### Problem statement
Each line in these records that contains "what" counts once. Give the number only.

--- Records provided Enclosed Below ---

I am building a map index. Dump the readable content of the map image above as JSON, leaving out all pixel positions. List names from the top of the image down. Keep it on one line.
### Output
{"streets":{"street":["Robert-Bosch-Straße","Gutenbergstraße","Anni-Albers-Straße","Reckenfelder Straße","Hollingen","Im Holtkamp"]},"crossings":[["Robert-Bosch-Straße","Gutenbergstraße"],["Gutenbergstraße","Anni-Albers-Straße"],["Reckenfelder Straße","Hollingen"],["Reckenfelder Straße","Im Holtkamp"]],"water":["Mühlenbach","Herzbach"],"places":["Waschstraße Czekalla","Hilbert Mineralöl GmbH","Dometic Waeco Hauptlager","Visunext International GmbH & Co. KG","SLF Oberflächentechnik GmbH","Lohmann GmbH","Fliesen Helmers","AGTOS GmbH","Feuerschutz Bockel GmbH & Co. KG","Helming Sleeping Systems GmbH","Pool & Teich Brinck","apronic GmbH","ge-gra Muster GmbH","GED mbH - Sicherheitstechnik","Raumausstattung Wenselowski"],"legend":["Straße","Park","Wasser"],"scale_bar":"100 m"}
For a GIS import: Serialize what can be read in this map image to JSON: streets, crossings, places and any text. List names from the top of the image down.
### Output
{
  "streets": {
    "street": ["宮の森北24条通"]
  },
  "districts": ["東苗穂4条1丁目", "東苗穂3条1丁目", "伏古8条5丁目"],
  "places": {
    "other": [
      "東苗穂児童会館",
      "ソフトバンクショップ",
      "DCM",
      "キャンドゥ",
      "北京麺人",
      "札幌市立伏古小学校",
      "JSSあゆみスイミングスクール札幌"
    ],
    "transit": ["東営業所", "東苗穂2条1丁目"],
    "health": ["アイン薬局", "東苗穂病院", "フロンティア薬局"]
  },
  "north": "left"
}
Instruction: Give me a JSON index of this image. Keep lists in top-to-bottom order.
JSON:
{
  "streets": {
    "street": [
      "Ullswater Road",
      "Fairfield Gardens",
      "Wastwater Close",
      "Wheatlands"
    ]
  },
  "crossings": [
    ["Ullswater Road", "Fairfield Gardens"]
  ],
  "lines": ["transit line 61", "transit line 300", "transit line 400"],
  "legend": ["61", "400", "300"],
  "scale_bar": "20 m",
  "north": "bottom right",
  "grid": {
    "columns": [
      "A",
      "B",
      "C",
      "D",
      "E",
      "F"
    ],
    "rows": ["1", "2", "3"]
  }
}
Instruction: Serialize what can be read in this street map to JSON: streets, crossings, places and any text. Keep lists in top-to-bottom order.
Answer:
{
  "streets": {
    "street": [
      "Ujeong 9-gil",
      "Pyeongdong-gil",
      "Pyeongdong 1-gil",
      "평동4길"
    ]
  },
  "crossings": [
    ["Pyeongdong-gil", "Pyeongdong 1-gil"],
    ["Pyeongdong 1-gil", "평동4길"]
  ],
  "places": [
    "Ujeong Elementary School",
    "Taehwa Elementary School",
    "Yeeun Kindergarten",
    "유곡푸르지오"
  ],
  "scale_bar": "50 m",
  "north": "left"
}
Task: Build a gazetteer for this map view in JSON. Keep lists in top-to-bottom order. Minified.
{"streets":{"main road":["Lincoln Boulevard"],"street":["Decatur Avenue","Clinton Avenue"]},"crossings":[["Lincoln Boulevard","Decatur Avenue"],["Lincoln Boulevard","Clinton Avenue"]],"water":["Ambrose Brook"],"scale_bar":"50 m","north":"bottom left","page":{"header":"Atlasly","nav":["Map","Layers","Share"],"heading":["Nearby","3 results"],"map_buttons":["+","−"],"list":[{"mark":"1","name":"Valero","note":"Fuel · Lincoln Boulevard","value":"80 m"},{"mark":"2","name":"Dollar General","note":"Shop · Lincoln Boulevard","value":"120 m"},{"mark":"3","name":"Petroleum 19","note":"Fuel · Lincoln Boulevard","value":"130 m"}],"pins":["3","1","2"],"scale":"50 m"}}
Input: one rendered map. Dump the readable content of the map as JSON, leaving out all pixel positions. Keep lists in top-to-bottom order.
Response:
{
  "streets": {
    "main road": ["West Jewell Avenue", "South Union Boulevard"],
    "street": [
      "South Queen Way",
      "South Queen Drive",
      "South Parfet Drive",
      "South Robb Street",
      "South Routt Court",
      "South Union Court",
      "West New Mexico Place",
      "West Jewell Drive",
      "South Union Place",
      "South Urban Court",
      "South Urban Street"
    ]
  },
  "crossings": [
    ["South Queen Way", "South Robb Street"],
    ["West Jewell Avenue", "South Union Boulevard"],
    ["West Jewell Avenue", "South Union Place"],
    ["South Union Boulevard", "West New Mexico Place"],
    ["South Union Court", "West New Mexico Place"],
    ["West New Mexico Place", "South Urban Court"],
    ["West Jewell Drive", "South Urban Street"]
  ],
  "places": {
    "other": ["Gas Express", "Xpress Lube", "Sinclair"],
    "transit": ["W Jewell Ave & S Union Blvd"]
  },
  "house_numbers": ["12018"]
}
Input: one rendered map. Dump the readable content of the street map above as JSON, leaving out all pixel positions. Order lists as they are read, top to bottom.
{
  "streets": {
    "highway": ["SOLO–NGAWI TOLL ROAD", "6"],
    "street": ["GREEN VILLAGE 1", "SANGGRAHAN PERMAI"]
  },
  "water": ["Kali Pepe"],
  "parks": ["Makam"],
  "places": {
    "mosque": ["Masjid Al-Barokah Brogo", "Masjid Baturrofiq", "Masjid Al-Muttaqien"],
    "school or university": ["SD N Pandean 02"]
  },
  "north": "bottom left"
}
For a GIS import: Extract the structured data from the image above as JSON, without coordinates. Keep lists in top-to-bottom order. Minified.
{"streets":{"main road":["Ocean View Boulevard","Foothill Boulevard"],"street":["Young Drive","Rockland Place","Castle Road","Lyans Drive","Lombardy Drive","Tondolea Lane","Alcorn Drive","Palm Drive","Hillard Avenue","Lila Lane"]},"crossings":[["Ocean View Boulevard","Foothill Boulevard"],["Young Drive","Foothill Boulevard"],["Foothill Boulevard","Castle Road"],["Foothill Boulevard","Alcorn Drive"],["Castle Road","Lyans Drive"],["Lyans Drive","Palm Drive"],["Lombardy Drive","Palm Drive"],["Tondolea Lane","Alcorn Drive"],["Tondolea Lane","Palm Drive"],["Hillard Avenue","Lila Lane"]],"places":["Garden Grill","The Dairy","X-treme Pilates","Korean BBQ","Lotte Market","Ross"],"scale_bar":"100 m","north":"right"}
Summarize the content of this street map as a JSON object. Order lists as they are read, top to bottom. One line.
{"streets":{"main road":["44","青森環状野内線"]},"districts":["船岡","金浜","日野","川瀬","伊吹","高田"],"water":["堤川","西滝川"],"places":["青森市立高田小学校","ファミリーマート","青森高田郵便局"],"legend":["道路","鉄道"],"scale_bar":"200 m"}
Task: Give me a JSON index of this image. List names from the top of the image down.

--- End of Enclosed Records provided ---

### Solution to the exercise
2